5. IN BRUGES (2008) dir. Martin McDonagh

Two Irish assassins hide out in Bruges after a hired killing goes horribly wrong, one of them a gruff wizened veteran who has seen it all (Brendan Gleeson) and the second is a hot-headed young shot wracked with guilt and antsy over their shared confinement (Colin Farrell). What could possibly go wrong? Things inevitably go south, but the way the movie gets there is highly inventive and dictated much more by who the principal characters are than by any plot dictates. In Bruges is also as much a meditation on guilt and redemption as it is an action thriller and features Gleeson and Farrell at their absolute best as they eventually end up tearing apart and shooting up one of the most beautiful cities in the world. Ralph Fiennes unexpected performance is simply the icing on the cake.


4. DRIVE (2011) dir. Nicholas Wending Refn

The opening chase of this movie is worth the price of admission alone. Where lesser heist movies might try and settle for high-speed chases, multiple crashes, and several explosions, this chase is all about a strategic game of chess in which the cold-as-ice getaway driver (Ryan Gosling) outsmarts what seems to be the entire LAPD without ever breaking a sweat. By the time the heavy ’80s synth score kicks in at the end of this scene, we know everything we need to know about the nameless driver. Though he is outwardly vacuous, he is probably smarter than you, definitely more dangerous than you can imagine, and undoubtedly much, much cooler than you.


3. THE DEPARTED (2006) dir. Martin Scorsese

Sure, it is undeniable that Scorsese winning all of his Oscars for this movie was more a case of the Academy ratifying its past mistakes than anything about the movie itself, but that line of thinking detracts from the fact that hands down this is the best mob movie made this century. It is also the paragon of casting, starting at the top with Jack Nicholson as the deadly Irish mob boss, the dual-agents of Leonardo DiCaprio and Matt Damon in their respective organizations, and a cavalcade of supporting actors led by Mark Wahlberg, Martin Sheen, Alec Baldwin, and Vera Farmiga who help infuse this gritty tale with more than enough of the murky morality needed to make this a truly great Boston mob film.


2. ZODIAC (2007) dir. David Fincher

Zodiac is an exercise in procedure and proper order. When the Zodiac Killer drops off an encrypted letter to the San Francisco Chronicle taunting the police over their failure to capture him it sets off a chain of events in which a wide and varied crew of people try to investigate and unearth the killer’s identity. It is a crew led by extremely intelligent, brave, and determined people who go through extreme lengths and even putting themselves in danger in order to shake the killer loose. And yet, what is so fascinating and frustrating about this movie is that ultimately it is about the best efforts of the brightest people coming up short and the wreckage that that failure leaves behind in their lives.


1. NO COUNTRY FOR OLD MEN (2007) dir.
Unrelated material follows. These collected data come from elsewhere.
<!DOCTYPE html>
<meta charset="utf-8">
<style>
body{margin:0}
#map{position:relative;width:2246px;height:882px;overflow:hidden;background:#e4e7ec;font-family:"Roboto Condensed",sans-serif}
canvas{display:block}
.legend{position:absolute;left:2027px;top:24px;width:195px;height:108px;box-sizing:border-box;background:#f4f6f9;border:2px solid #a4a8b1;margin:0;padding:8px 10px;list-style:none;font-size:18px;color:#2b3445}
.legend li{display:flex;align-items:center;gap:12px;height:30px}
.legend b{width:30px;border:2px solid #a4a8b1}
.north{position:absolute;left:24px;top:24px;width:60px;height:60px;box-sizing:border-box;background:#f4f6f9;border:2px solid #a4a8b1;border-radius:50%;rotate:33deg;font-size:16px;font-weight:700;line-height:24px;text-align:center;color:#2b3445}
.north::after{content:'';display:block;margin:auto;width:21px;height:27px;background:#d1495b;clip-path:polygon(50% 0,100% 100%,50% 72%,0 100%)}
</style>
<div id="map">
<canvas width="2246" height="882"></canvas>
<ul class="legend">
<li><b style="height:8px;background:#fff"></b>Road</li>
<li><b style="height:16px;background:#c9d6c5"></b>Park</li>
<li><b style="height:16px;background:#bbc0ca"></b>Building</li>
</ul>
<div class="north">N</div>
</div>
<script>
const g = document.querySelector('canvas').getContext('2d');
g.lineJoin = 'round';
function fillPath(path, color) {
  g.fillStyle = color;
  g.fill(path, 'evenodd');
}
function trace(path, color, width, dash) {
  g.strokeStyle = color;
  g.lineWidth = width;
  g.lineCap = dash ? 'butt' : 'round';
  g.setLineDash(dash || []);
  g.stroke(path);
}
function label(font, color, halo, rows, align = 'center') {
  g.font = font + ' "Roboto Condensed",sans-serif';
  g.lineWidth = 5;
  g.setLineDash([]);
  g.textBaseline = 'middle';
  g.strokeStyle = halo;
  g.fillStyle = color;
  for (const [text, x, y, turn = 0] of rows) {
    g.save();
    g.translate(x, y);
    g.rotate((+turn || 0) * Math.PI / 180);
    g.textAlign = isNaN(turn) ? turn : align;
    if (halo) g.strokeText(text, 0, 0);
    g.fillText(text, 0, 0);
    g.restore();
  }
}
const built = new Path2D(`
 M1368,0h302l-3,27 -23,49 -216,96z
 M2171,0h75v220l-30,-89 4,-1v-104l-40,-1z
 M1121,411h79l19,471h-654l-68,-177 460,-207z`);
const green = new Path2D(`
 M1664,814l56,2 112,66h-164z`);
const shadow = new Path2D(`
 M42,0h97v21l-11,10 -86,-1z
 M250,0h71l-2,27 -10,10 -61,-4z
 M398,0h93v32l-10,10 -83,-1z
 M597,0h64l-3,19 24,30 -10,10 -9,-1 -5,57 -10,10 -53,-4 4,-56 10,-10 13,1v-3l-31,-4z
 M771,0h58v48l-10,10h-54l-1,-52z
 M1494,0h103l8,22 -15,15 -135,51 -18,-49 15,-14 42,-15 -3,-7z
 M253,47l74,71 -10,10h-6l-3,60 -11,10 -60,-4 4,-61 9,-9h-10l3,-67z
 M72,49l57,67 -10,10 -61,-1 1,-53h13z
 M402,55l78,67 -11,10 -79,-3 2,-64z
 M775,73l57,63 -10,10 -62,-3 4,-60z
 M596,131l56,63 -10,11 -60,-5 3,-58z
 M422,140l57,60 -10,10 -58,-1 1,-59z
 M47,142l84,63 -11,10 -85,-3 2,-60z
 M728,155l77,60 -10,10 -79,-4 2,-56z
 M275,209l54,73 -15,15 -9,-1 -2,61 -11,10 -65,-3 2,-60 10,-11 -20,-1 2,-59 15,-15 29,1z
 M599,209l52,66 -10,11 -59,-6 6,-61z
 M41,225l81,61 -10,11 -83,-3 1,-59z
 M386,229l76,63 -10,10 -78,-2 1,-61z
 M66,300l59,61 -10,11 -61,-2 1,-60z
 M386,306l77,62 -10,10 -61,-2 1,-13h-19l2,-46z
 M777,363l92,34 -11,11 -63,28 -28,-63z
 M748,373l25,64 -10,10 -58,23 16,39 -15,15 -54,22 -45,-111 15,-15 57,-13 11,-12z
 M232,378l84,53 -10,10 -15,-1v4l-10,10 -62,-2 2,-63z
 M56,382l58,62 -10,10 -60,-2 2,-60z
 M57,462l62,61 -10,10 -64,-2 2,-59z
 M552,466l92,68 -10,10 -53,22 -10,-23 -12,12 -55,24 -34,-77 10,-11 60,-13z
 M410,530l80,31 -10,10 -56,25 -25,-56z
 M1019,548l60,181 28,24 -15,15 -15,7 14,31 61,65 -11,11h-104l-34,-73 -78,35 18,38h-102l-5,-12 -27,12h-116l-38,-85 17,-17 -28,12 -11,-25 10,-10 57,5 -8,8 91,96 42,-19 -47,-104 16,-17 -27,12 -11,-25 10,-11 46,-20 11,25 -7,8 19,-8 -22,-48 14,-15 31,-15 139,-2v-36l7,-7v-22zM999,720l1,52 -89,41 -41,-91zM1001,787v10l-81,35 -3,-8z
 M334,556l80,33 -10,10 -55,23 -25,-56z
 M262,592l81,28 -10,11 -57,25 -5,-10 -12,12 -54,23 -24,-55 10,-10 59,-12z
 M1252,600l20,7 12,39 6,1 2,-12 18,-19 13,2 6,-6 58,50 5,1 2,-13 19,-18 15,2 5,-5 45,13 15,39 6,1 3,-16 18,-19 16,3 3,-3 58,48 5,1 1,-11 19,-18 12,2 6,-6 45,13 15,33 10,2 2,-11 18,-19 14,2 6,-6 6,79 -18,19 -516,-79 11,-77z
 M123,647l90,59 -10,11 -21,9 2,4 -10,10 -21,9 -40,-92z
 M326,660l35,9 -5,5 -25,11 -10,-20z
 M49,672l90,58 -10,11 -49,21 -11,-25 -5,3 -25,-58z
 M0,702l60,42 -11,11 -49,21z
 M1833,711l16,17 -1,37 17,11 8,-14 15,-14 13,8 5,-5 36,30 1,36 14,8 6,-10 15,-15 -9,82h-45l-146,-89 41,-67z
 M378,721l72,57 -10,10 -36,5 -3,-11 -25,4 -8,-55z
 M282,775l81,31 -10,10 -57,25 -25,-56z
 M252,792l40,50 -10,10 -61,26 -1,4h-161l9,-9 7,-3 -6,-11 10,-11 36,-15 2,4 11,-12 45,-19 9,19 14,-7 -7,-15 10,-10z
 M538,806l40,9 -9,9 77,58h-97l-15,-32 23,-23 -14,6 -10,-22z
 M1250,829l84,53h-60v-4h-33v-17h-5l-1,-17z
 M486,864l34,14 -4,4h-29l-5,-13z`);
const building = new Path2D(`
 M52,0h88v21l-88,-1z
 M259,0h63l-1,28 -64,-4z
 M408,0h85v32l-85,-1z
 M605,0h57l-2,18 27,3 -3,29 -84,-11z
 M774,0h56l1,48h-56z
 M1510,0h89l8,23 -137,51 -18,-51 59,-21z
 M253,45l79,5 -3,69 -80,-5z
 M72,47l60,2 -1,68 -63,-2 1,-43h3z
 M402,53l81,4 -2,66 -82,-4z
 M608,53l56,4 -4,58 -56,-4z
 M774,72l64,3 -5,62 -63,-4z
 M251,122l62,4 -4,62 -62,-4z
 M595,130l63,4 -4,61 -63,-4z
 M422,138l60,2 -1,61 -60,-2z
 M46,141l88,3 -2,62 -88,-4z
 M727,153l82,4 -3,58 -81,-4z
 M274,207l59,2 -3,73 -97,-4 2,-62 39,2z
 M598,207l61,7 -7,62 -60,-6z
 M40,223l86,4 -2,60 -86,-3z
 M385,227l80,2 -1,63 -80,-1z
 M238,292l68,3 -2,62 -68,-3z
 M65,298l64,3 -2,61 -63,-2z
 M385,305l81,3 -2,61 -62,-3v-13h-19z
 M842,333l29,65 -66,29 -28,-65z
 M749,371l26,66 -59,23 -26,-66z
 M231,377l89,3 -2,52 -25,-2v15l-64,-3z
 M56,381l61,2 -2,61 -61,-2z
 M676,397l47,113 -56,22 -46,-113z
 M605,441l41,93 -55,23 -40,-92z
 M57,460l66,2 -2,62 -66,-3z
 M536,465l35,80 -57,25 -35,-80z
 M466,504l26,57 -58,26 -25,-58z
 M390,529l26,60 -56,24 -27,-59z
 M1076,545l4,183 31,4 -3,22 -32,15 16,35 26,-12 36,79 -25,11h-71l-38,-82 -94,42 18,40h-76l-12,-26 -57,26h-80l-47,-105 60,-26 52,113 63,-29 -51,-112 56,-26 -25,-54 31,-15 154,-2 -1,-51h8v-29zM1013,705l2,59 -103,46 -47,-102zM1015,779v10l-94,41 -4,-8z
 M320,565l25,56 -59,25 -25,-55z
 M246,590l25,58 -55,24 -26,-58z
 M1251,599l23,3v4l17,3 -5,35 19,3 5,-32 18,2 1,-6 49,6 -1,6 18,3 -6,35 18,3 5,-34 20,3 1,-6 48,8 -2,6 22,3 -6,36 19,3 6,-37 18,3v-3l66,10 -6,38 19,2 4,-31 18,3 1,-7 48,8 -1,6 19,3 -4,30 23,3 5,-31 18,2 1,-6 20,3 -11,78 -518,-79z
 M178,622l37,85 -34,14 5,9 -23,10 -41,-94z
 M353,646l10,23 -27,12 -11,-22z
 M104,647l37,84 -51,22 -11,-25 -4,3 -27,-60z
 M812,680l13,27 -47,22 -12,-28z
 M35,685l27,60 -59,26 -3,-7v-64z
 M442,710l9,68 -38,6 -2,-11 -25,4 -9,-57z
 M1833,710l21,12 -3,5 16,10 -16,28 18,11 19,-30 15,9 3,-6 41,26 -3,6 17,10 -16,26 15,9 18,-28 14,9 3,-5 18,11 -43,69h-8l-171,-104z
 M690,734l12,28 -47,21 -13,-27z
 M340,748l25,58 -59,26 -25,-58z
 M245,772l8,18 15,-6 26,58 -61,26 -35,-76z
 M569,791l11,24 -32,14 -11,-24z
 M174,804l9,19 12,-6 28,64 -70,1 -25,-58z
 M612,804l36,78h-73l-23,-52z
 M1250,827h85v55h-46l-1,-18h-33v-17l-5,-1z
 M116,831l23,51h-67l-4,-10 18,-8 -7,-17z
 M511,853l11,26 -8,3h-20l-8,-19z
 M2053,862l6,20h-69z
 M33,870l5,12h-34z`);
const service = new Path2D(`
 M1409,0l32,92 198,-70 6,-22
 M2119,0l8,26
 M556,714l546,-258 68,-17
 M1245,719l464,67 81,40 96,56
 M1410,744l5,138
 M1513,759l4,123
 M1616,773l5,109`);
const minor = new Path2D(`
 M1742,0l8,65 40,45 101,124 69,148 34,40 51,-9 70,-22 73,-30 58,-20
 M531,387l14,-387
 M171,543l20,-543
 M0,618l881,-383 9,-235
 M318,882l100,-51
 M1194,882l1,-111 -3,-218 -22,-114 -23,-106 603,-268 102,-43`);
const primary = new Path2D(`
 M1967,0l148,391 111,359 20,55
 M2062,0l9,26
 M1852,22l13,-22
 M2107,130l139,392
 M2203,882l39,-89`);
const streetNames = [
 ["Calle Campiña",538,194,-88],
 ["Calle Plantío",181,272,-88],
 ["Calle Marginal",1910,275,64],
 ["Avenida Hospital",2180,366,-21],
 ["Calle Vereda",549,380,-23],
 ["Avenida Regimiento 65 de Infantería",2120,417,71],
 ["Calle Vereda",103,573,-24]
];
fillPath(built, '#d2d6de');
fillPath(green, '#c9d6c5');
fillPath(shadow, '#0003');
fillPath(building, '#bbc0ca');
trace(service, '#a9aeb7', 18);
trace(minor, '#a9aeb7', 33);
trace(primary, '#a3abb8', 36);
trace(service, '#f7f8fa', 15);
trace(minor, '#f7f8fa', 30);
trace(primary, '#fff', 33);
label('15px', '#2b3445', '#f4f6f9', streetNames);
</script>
Joel and Ethan Coen 

The classic film-noir is typically one that, despite its potential glamorizing of the underground life, is ultimately a genre that is most interested in the maintaining of social order. Bad guys get caught and killed, the good guys survive, the innocent are protected or avenged, and the world is a slightly better place by the end of the film than it was in the beginning. And while there have been films previously that chipped away at that mythos, nothing has so thoroughly demythologized the morals and mores of the crime film more than No Country For Old Men. Here the one that need to be protected by the good guys are barely worth protecting, the good guy whose worldview is black and white hardly knows what to make of the contemporary world, and the bad guy is such a purely evil person that he defies comprehension and reasoning. And after all the dust is settled, what we are left with is a dark crime thriller in which there are no heroes but plenty of bodies in its wake. It is arguably the best Coen film ever made, and that is truly saying something.